The issue isn’t whether we want American students to grow up to be literate, productive, responsible citizens. The question is, would lengthening the school day and year help achieve that objective? Even if it might edge us in that direction, what economic and social costs would be attached?

The Associated Press recently covered students’ responses to the president’s school-time proposals. One 5th grader declared her intention to “walk straight out the door” if they were implemented. Her comment and the AP’s willingness to spotlight it say more about America’s scholastic problems than any classroom clock could. A 10-year-old who thinks she can walk out of school when she decides she’s had enough probably also thinks she can decide what she should learn there.

BRIC ARCHIVE

I was hardly a classroom shrinking violet, but when I was 10, if my parents and teachers had told me I was staying in school till the moon rose, it never would have occurred to me to threaten a walkout. Experts gush about empowering kids, but we’re really just teaching them to think more highly of themselves than they should. When I made foolish adolescent pronouncements, the wire services never carried them.

Arne Duncan, our federal secretary of education, has joined the chorus deriding summer vacation as a relic of our bygone “agrarian economy.” Inconveniently, his complaint ignores a few facts.

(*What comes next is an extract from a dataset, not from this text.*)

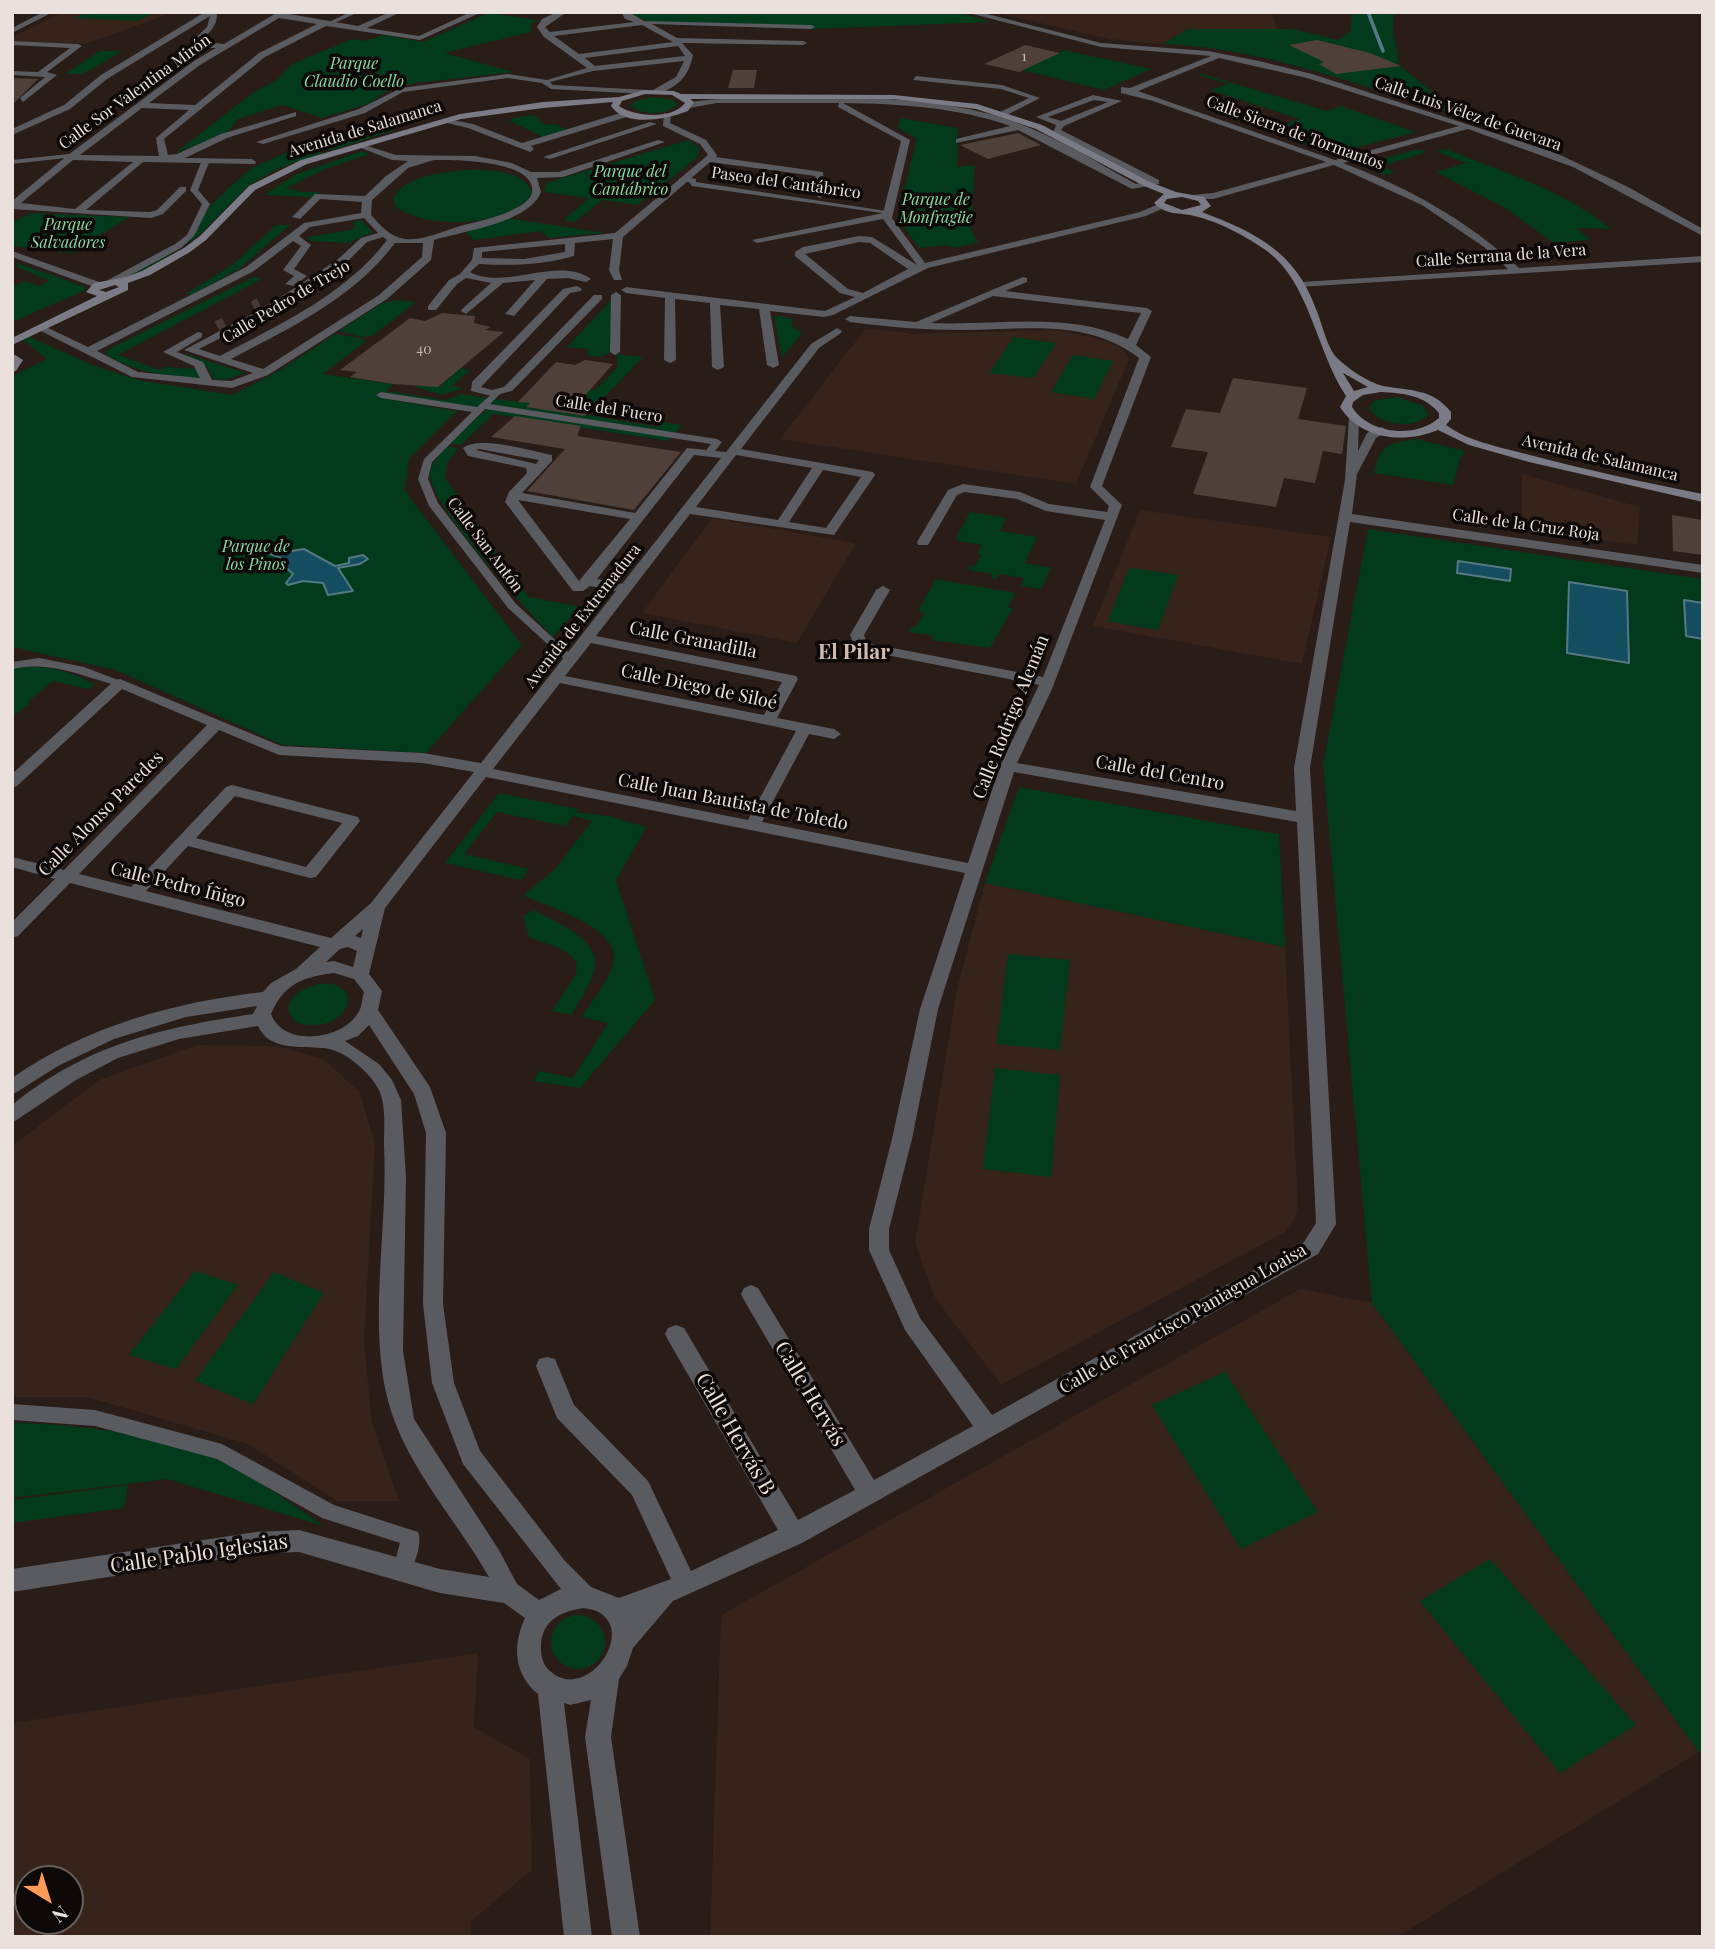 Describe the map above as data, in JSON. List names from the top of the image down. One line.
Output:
{"streets":{"main road":["Avenida de Salamanca"],"street":["Calle Sor Valentina Mirón","Calle Luis Vélez de Guevara","Calle Sierra de Tormantos","Paseo del Cantábrico","Calle Serrana de la Vera","Calle Pedro de Trejo","Calle del Fuero","Calle de la Cruz Roja","Calle San Antón","Avenida de Extremadura","Calle Granadilla","Calle Diego de Siloé","Calle Rodrigo Alemán","Calle del Centro","Calle Juan Bautista de Toledo","Calle Alonso Paredes","Calle Pedro Íñigo","Calle de Francisco Paniagua Loaisa","Calle Hervás","Calle Hervás B","Calle Pablo Iglesias"]},"crossings":[["Calle Sierra de Tormantos","Calle Serrana de la Vera"],["Calle del Fuero","Calle San Antón"],["Calle de la Cruz Roja","Calle de Francisco Paniagua Loaisa"],["Calle San Antón","Avenida de Extremadura"],["Avenida de Extremadura","Calle Granadilla"],["Avenida de Extremadura","Calle Diego de Siloé"],["Avenida de Extremadura","Calle Juan Bautista de Toledo"],["Calle Granadilla","Calle Diego de Siloé"],["Calle Rodrigo Alemán","Calle del Centro"],["Calle Rodrigo Alemán","Calle Juan Bautista de Toledo"],["Calle Rodrigo Alemán","Calle de Francisco Paniagua Loaisa"],["Calle del Centro","Calle de Francisco Paniagua Loaisa"],["Calle Juan Bautista de Toledo","Calle Alonso Paredes"],["Calle Alonso Paredes","Calle Pedro Íñigo"],["Calle de Francisco Paniagua Loaisa","Calle Hervás"],["Calle de Francisco Paniagua Loaisa","Calle Hervás B"],["Calle de Francisco Paniagua Loaisa","Calle Pablo Iglesias"]],"districts":["El Pilar"],"parks":["Parque Claudio Coello","Parque del Cantábrico","Parque de Monfragüe","Parque Salvadores","Parque de los Pinos"],"house_numbers":["1","40"],"north":"bottom right"}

First, farms are busy places, even when it isn’t July and August, like during spring planting and autumn harvest. Second, it’s been a hundred years since most Americans lived in the country, let alone on farms. Summer vacation remained a positive aspect of American life even after most of us had moved to suburbs and cities, and while we were becoming a superpower. Third, our current two-month summer recess became an institution not because of farmers, but largely at the insistence of a 20th-century urban middle class that demanded an upper-class summer out of the city.

The president wants schools to “stay open late and to let kids in on weekends so they have a safe place to go.” I try to keep my students safe every day, but that’s not the purpose of my classroom. It’s been more than 25 years since A Nation at Risk warned that expecting schools to solve problems “the home and other institutions either will not or cannot resolve” exacts a crippling “educational cost.” We need to stop making that mistake.

If America’s homes aren’t safe places for children, that’s a problem school reform can’t fix.

Experts often attribute American students’ disappointing international test results to shorter school days and years. For example, in 2003, Japanese students averaged 926 hours in a school-based education program, while American students spent 799. Japan placed fourth in an international math assessment, while we placed 24th. Finland, on the other hand, spent 861 hours and placed first, while Italy spent more time than we did and placed behind us.

These statistics deserve skepticism, but two things are true. How much time you spend on learning matters. But what you do with that time matters more. That means what teachers do with the time, as well as what students do with it, and afterward, when they’re home.

Proposals for longer days include everything from remedial instruction, which used to be known as after-school extra help, to chess and drama clubs, which used to be known as after-school chess and drama clubs. Proponents also plan to nurture vaguer “nontraditional skills” like “leadership” and “resiliency” in a “seamless learning experience” that includes a “web of community services” as well as opportunities in “relevant real-world settings,” formerly known as after-school jobs.

If some students need remedial help beyond current school hours, schools can offer it to them, as many already do. But we shouldn't compel every child to stay just because some may need to.

Proponents of longer school hours contend that “poorer kids” face “problems that interfere with learning,” according to the AP, including “less involvement by their parents,” while children from more-affluent homes benefit from parents who “read to them, have strong language skills,” and “give them learning opportunities.” I suspect many nonaffluent parents would object to that generalization. But even where it is true, the solution doesn’t require longer days and years for every child. If some students need remedial help beyond current school hours, schools can offer it to them, as many already do. But we shouldn’t compel every child to stay just because some may need to.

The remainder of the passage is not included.